An exact reproduction of the data below is the required answer.

————

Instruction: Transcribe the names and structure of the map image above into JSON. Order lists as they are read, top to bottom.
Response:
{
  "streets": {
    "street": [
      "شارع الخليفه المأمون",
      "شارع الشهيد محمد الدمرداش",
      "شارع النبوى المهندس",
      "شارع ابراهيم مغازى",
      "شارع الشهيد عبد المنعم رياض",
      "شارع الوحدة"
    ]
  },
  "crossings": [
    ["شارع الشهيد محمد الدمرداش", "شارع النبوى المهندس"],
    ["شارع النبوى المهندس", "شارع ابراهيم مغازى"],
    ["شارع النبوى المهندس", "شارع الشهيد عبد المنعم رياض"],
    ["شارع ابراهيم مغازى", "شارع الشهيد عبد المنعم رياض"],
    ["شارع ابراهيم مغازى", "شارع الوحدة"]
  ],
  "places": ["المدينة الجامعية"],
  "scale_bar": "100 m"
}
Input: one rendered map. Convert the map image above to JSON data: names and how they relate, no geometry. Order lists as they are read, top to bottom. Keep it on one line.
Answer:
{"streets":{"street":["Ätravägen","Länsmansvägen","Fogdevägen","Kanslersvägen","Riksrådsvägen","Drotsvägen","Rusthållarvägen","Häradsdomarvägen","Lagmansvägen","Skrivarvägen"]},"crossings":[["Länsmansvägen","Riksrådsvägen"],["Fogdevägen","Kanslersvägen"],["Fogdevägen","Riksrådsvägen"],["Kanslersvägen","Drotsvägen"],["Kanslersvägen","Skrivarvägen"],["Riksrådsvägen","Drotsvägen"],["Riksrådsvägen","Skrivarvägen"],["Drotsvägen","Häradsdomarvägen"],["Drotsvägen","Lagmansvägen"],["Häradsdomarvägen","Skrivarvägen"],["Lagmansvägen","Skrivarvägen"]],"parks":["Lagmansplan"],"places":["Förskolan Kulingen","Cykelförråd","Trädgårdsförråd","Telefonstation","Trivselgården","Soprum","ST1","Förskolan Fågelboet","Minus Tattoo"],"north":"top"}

————

• _Finished exercise_:
Instruction: Transcribe the names and structure of the map image above into JSON. Order lists as they are read, top to bottom.
Response:
{
  "streets": {
    "street": [
      "شارع الخليفه المأمون",
      "شارع الشهيد محمد الدمرداش",
      "شارع النبوى المهندس",
      "شارع ابراهيم مغازى",
      "شارع الشهيد عبد المنعم رياض",
      "شارع الوحدة"
    ]
  },
  "crossings": [
    ["شارع الشهيد محمد الدمرداش", "شارع النبوى المهندس"],
    ["شارع النبوى المهندس", "شارع ابراهيم مغازى"],
    ["شارع النبوى المهندس", "شارع الشهيد عبد المنعم رياض"],
    ["شارع ابراهيم مغازى", "شارع الشهيد عبد المنعم رياض"],
    ["شارع ابراهيم مغازى", "شارع الوحدة"]
  ],
  "places": ["المدينة الجامعية"],
  "scale_bar": "100 m"
}
Input: one rendered map. Convert the map image above to JSON data: names and how they relate, no geometry. Order lists as they are read, top to bottom. Keep it on one line.
Answer:
{"streets":{"street":["Ätravägen","Länsmansvägen","Fogdevägen","Kanslersvägen","Riksrådsvägen","Drotsvägen","Rusthållarvägen","Häradsdomarvägen","Lagmansvägen","Skrivarvägen"]},"crossings":[["Länsmansvägen","Riksrådsvägen"],["Fogdevägen","Kanslersvägen"],["Fogdevägen","Riksrådsvägen"],["Kanslersvägen","Drotsvägen"],["Kanslersvägen","Skrivarvägen"],["Riksrådsvägen","Drotsvägen"],["Riksrådsvägen","Skrivarvägen"],["Drotsvägen","Häradsdomarvägen"],["Drotsvägen","Lagmansvägen"],["Häradsdomarvägen","Skrivarvägen"],["Lagmansvägen","Skrivarvägen"]],"parks":["Lagmansplan"],"places":["Förskolan Kulingen","Cykelförråd","Trädgårdsförråd","Telefonstation","Trivselgården","Soprum","ST1","Förskolan Fågelboet","Minus Tattoo"],"north":"top"}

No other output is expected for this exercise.